Penulis buku ini, Eli Syarifah Aeni adalah salah satu lulusan Prodi Editing, FIB Unpad, yang istikamah menjalankan profesi editor. Dia hendak melanjutkan berbagai upaya pengadaan rujukan untuk para calon editor, seperti yang pernah dilakukan oleh: Hasan Pambudi (Dasar dan Teknik Penerbitan Buku, 1981), Adjat Sakri (Petunjuk bagi Pengarang, Penyunting, dan Korektor, 1984), Judith Butcher (Naskah Ketikan, Cetak Coba, dan Indeks, 1986), Judith Butcher (Penyuntingan Naskah: Buku Pegangan Cambridge, 1988), Stanley Unwin (Mengenal Dunia Penerbitan, 1988) Arjatmo Tjokronegoro, dkk. (Peranan Editor dalam Penerbitan Buku dan Majalah Ilmiah, 1989), Datus C. Smith Jr. (Penuntun Penerbitan Buku, 1992), Sofia Mansoor (Pengantar Penerbitan, 1993), H.G. Adriese C.S. (Pengelolaan Penerbitan Buku I dari Naskah Menjadi Buku, 1993), Pamusuk Eneste (Buku Pintar Penyuntingan, 1995), Frans M. Parera/Tim Grasindo (Buku Pintar Penerbitan Buku, 1995), Mien A. Rifai (Pegangan Gaya Penulisan, Penyuntingan, dan Penerbitan Karya Ilmiah Indonesia, 1995), Frans M. Parera (Editologi dalam Media Cetak di Indonesia, Kurun Waktu 1960-2001, 1995), Bambang Trim (Taktis Menyunting Buku, 2009), Frans M. Parera, dkk., (Penyuntingan, 2002), Sugihastuti (Editor Bahasa, 2006), Iyan Wb. (Anatomi Buku, 2007), Dadi Pakar (Bagaimana dan Mengapa Penerbitan Buku: Pengantar Ihwal Penerbitan, 2005), dan R. Kunjana Rahardi (Dasar-Dasar Penyuntingan Bahasa Media, 2010).
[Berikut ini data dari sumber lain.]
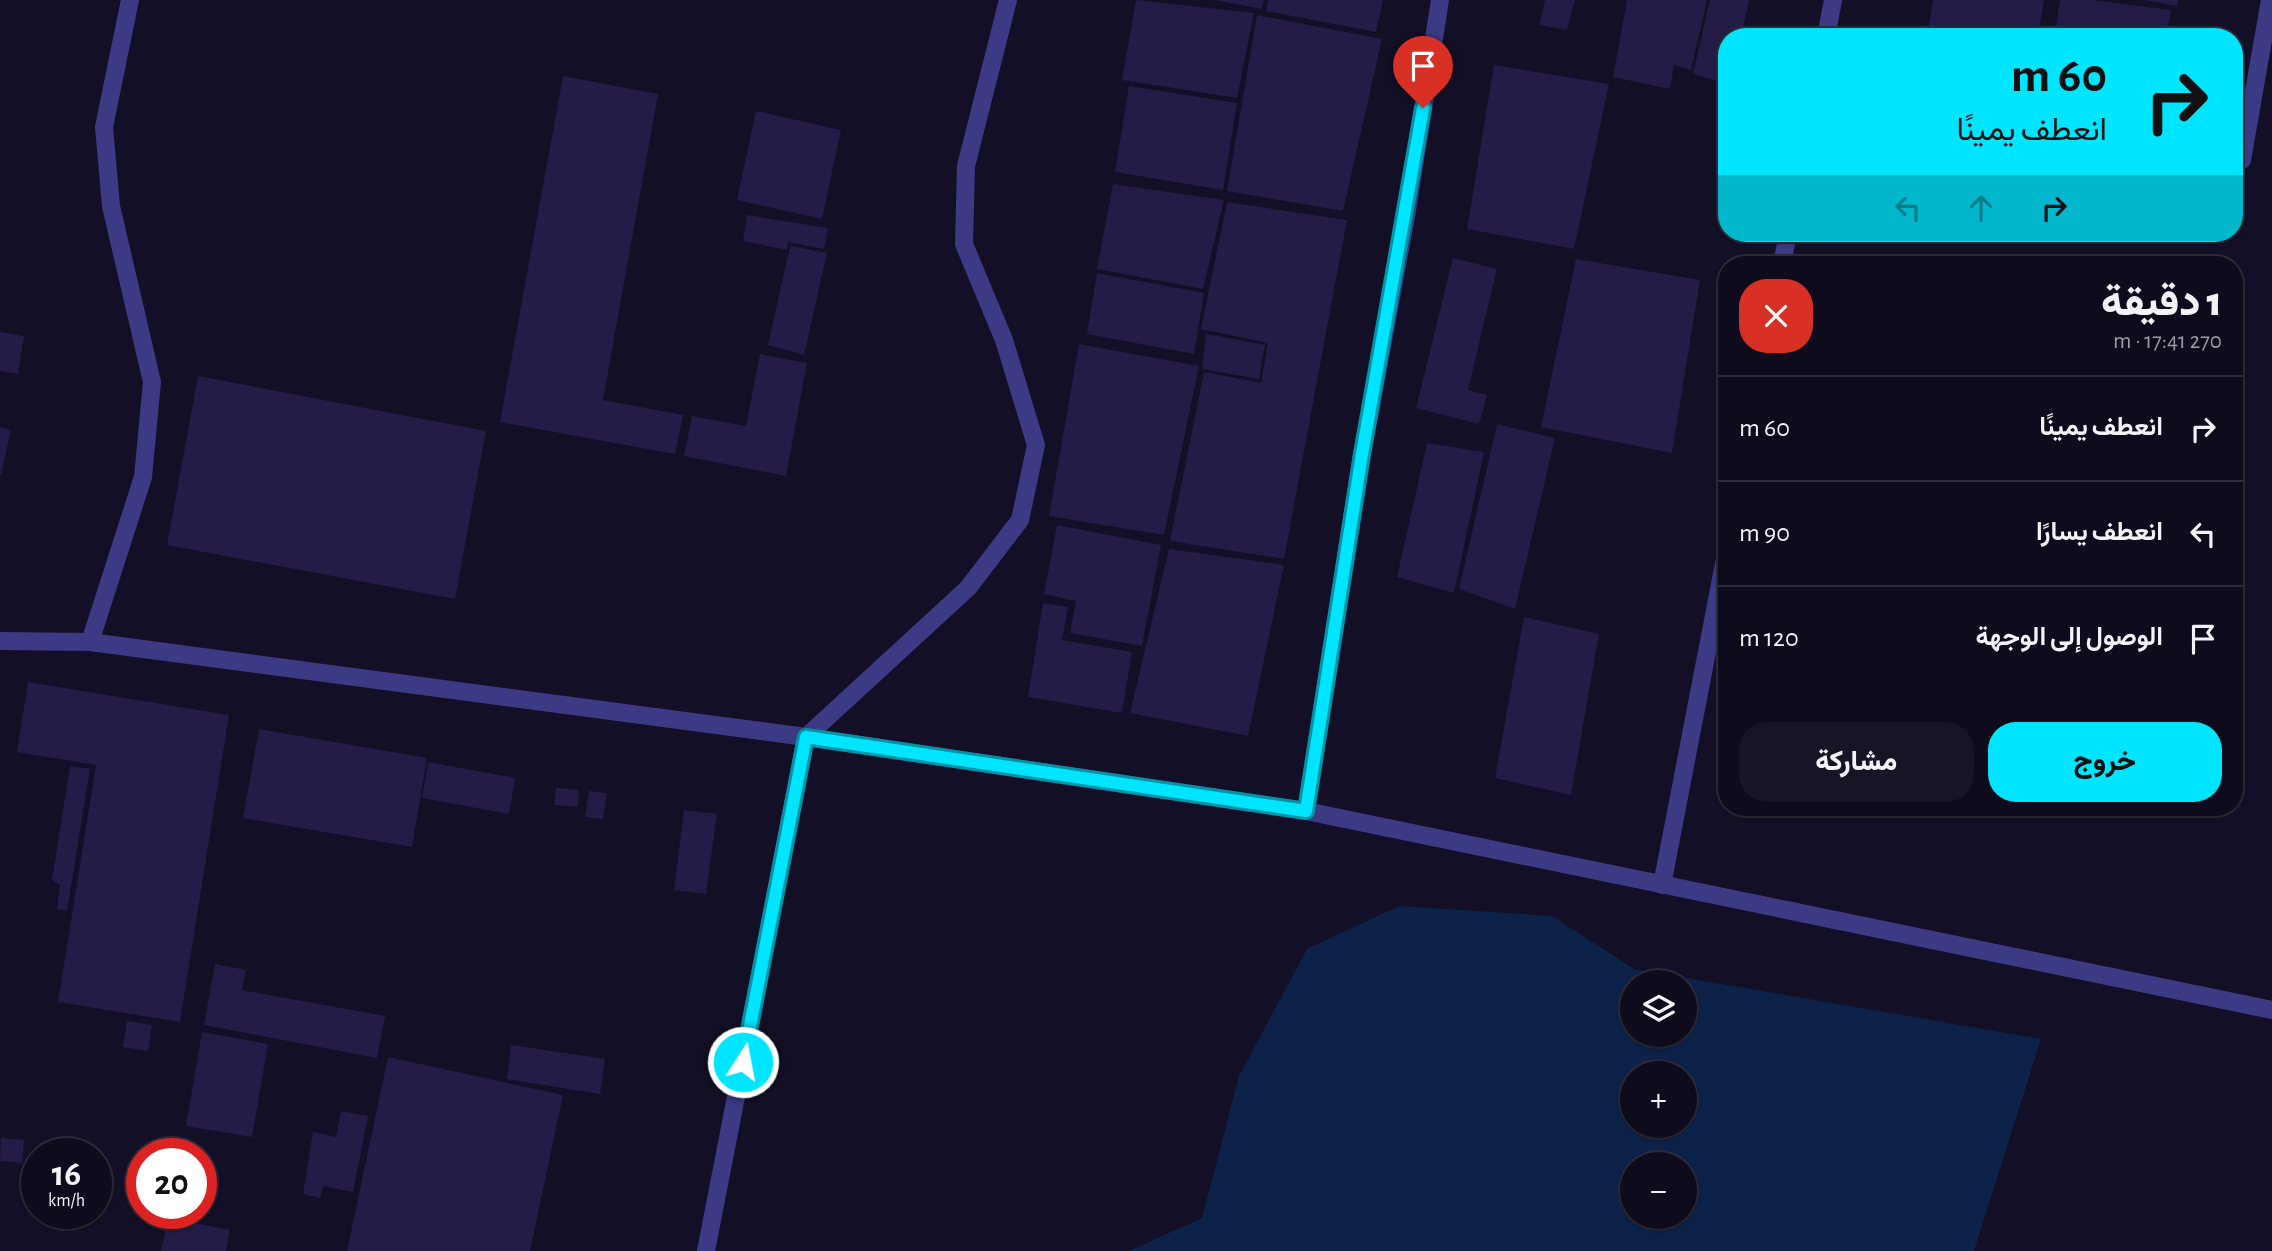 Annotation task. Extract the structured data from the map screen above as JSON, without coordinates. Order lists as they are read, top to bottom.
{
  "page": {
    "turn": ["60 m", "انعطف يمينًا"],
    "heading": ["1 دقيقة", "270 m · 17:41"],
    "list": [
      {
        "name": "انعطف يمينًا",
        "value": "60 m"
      },
      {
        "name": "انعطف يسارًا",
        "value": "90 m"
      },
      {
        "name": "الوصول إلى الوجهة",
        "value": "120 m"
      }
    ],
    "buttons": ["خروج", "مشاركة"],
    "map_buttons": ["+", "−"],
    "speed": "16 km/h",
    "limit": "20"
  }
}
Buku Editlingustik, Mahir Menyunting Naskah ini terdiri atas 14 pembahasan, yakni sejarah huruf, sejarah perbukuan dan penyuntingan, profesi editor, tugas penyunting naskah dalam aspek kebahasaan, editor dan keajaiban kata, aspek-aspek editing naskah, anatomi buku, tugas dan tanggung jawab editor, perbedaan yang sering diartikan salah, hak cipta dan hak terbit, peran editor dan bahasa Indonesia, perbaikan aspek-aspek kebahasaan, cerdas memilih kata, serta bahasa baku.
Penulis buku ini menjuduli karyanya ini dengan Editlingustik, Mahir Menyunting Naskah. Judul buku ini membatasi pembahasannya hanya pada ihwal penyuntingan naskah di dalam proses penerbitan buku. Di dalamnya, Eli Syarifah Aeni praktis telah menginventarisasi semua jenis pekerjan seorang penyunting naskah. Setelah menunjukkan berbagai syarat menjadi penyunting, penulis mengulas hal penting pada tahap pra-penyuntingan naskah dan pasca-penyuntingan. Lalu, pula secara ringkas penulis memperlihatkan bermacam naskah yang mau tidak mau mempengaruhi cara penanganannya.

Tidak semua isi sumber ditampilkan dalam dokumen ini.